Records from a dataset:
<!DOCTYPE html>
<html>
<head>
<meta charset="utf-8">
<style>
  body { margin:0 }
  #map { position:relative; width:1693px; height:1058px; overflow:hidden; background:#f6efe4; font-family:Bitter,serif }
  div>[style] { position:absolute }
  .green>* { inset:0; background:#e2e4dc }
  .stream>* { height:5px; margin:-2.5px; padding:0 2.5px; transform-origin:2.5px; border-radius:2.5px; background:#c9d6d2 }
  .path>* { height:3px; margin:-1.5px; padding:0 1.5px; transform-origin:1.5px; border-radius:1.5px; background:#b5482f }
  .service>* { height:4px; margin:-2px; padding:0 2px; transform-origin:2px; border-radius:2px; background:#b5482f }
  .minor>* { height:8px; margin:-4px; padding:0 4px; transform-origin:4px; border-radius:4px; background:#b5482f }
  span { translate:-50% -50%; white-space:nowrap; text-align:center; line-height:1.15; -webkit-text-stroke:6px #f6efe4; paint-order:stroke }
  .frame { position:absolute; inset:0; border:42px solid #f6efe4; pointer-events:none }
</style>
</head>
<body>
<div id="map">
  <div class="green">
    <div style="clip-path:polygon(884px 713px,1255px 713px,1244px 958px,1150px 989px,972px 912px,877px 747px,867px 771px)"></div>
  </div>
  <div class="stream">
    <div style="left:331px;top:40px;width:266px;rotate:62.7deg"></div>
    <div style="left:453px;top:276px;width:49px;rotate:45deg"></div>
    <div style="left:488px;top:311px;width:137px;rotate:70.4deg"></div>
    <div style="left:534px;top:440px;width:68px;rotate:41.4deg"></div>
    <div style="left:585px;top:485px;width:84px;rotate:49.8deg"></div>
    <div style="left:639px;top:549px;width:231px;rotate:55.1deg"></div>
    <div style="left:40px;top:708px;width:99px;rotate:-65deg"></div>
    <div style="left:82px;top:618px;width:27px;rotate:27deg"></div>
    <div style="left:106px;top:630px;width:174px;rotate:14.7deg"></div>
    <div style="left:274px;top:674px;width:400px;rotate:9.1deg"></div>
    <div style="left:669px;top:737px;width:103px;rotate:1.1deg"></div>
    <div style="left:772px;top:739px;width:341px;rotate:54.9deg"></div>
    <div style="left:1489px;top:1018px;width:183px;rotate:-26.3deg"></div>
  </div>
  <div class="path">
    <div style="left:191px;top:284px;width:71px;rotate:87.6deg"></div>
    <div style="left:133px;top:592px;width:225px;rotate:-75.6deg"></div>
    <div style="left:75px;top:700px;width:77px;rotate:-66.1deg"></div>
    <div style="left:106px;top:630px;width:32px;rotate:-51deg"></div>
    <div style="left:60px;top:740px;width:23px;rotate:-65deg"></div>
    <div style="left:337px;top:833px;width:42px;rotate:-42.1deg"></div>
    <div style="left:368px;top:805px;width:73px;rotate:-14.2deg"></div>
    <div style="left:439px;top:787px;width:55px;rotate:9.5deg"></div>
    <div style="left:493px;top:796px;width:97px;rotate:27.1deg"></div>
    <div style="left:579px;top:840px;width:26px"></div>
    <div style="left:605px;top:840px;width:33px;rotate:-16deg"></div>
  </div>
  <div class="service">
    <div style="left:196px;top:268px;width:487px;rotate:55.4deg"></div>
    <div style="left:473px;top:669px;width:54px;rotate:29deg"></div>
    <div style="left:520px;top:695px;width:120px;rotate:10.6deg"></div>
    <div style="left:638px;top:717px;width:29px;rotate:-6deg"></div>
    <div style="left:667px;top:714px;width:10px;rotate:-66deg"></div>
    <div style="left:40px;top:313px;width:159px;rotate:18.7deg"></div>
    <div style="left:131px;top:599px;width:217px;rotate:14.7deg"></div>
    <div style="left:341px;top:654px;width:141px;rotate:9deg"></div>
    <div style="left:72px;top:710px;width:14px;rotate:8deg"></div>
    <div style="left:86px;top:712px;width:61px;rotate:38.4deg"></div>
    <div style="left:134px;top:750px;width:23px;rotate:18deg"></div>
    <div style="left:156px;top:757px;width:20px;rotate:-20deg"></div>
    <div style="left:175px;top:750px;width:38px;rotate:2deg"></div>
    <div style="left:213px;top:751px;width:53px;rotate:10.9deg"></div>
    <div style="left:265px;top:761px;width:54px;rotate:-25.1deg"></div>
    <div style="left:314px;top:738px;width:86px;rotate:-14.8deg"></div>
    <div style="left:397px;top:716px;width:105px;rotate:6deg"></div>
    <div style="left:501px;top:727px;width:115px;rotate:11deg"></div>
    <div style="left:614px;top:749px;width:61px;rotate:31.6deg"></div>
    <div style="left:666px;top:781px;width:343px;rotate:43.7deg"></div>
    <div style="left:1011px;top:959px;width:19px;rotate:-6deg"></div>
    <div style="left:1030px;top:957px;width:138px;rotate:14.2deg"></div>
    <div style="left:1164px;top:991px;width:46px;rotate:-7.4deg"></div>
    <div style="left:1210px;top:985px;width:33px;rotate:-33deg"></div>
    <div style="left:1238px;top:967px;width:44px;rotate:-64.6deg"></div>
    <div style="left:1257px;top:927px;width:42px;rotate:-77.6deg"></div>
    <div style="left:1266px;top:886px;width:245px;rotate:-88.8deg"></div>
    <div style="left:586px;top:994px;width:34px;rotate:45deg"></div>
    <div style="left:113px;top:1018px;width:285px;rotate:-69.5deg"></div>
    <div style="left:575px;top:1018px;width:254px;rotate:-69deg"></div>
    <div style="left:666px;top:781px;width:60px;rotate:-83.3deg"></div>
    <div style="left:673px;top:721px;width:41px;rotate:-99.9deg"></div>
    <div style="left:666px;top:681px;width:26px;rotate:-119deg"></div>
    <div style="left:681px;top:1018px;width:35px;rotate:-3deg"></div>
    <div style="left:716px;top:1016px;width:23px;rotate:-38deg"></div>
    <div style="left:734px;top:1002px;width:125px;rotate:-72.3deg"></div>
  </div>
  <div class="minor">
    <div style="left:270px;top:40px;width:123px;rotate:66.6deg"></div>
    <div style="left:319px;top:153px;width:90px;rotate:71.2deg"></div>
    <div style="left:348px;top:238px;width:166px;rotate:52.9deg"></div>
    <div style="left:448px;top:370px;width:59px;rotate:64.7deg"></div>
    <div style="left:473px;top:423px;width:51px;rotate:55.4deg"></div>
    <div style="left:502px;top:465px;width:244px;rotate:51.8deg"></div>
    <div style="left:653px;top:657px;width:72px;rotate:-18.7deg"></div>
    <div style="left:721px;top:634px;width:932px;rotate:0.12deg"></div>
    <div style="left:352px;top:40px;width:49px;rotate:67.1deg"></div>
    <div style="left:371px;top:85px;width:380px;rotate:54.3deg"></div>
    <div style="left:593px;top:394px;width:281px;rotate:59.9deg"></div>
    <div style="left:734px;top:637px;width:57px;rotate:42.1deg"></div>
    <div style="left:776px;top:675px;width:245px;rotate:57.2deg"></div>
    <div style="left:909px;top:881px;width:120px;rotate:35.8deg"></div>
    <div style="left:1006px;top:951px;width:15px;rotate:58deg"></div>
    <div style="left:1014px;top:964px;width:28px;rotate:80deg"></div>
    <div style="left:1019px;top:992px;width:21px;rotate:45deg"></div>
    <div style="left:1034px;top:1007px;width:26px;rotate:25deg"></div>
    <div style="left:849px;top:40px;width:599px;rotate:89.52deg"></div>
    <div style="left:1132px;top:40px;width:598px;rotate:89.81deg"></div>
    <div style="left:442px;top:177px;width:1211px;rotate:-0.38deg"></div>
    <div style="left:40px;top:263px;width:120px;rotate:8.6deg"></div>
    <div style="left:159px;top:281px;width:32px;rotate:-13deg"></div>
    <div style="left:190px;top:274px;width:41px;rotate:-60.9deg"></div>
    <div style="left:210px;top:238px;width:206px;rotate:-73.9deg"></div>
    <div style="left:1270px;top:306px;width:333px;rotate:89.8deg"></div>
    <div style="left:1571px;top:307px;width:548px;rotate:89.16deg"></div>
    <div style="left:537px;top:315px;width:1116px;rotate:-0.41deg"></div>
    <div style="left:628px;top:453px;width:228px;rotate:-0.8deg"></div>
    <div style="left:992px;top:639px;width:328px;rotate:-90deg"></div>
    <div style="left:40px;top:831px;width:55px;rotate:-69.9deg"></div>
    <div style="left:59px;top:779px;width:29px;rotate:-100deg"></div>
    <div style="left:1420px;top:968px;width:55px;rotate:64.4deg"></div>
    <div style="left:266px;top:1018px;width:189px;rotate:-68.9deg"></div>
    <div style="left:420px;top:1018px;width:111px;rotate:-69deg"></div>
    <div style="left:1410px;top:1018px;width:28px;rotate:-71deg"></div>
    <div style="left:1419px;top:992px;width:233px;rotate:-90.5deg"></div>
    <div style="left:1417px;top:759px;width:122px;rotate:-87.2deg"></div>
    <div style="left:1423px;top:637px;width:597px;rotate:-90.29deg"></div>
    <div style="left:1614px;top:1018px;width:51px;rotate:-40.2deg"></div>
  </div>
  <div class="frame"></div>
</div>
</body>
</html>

[WORK TASK]: Copy each line from the records above that includes the string "service".

[TASK RESULT]:
  .service>* { height:4px; margin:-2px; padding:0 2px; transform-origin:2px; border-radius:2px; background:#b5482f }
  <div class="service">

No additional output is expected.